In September 2025, Voltus launched Bring Your Own Capacity, a way to allow data centers to leverage existing flexibility on the grid to meet their power needs faster. Rather than waiting years for new generation, transmission, or substation upgrades, BYOC allows data centers to source accredited capacity from a virtual power plant composed of flexible loads that already exist on the system.

This approach works because, in markets such as PJM, MISO, and ISO New England, capacity is a clearly defined and tradable product. Grid operators accredit resources based on their ability to perform reliably during system peaks, regardless of where those resources are physically located. Voltus leverages this market structure by aggregating distributed energy resources (such as flexible commercial, industrial, and residential loads) through its existing VPP platform and delivering that accredited capacity to data centers.

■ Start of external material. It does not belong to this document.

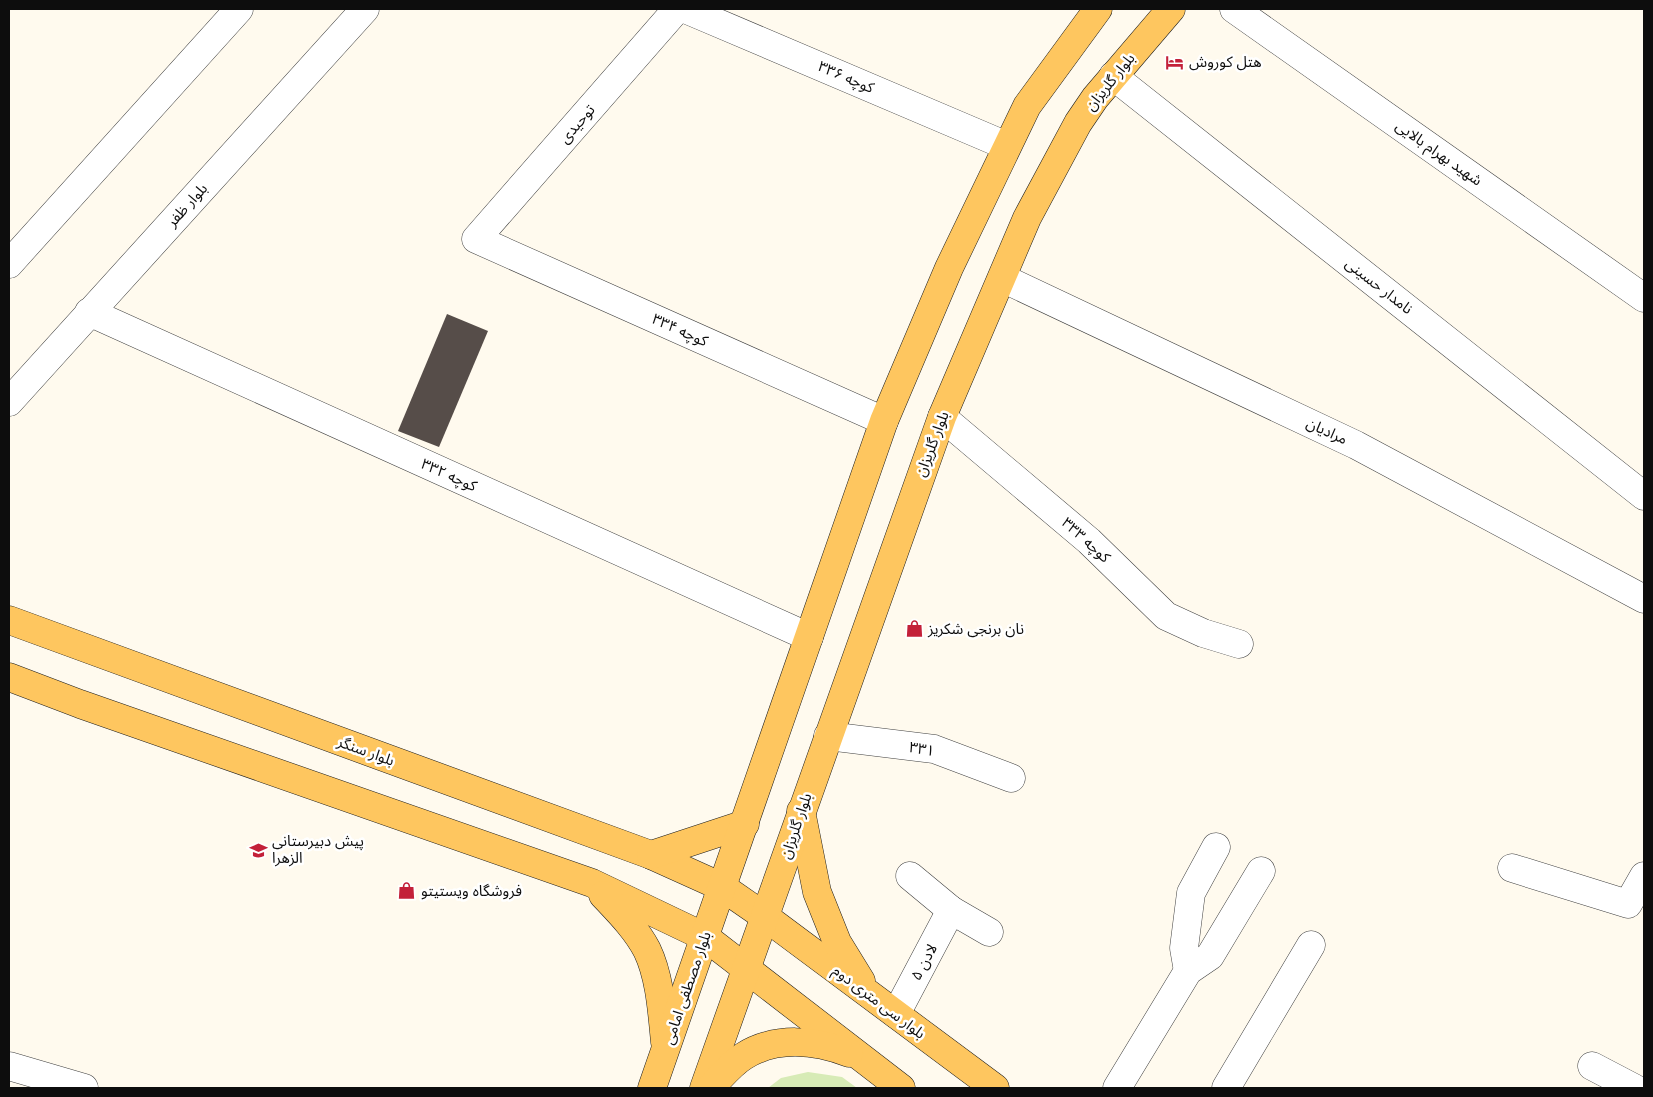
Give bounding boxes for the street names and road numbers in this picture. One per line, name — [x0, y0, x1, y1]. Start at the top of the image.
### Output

Voltus’ BYOC product aligns a growing body of research that supports leveraging existing capacity to accommodate large loads:

• A landmark study from Duke University found that curbing demand for only 0.25 percent of the time, roughly twenty two hours per year, could make more than 100GW of capacity available nationwide.
• RMI analysis shows that nearly all of the next decade’s forecasted grid needs could be met by fast, affordable, flexible solutions, including energy efficiency, virtual power plants, advanced transmission technologies, and new generation sited at existing interconnection points through approaches like clean repowering and power couples.
• Most recently, a whitepaper on flexible data centers published by Camus Energy, Encoord, and Princeton Zero Labs found that combining flexible grid connections with bring your own capacity arrangements, data centers can connect to the grid 3-5 years faster and mitigate new system buildout, shifting remaining costs onto the data center and reducing the risk of rate hikes for other customers.

How Voltus' BYOC actually works

When data centers approach Voltus about BYOC, the process typically unfolds in three steps:

1. Location and constraint assessment

‍Voltus begins with a detailed analysis, examining how the utility defines its constraints, whether the issue is local or system-wide, and the size and flexibility of the surrounding load pool.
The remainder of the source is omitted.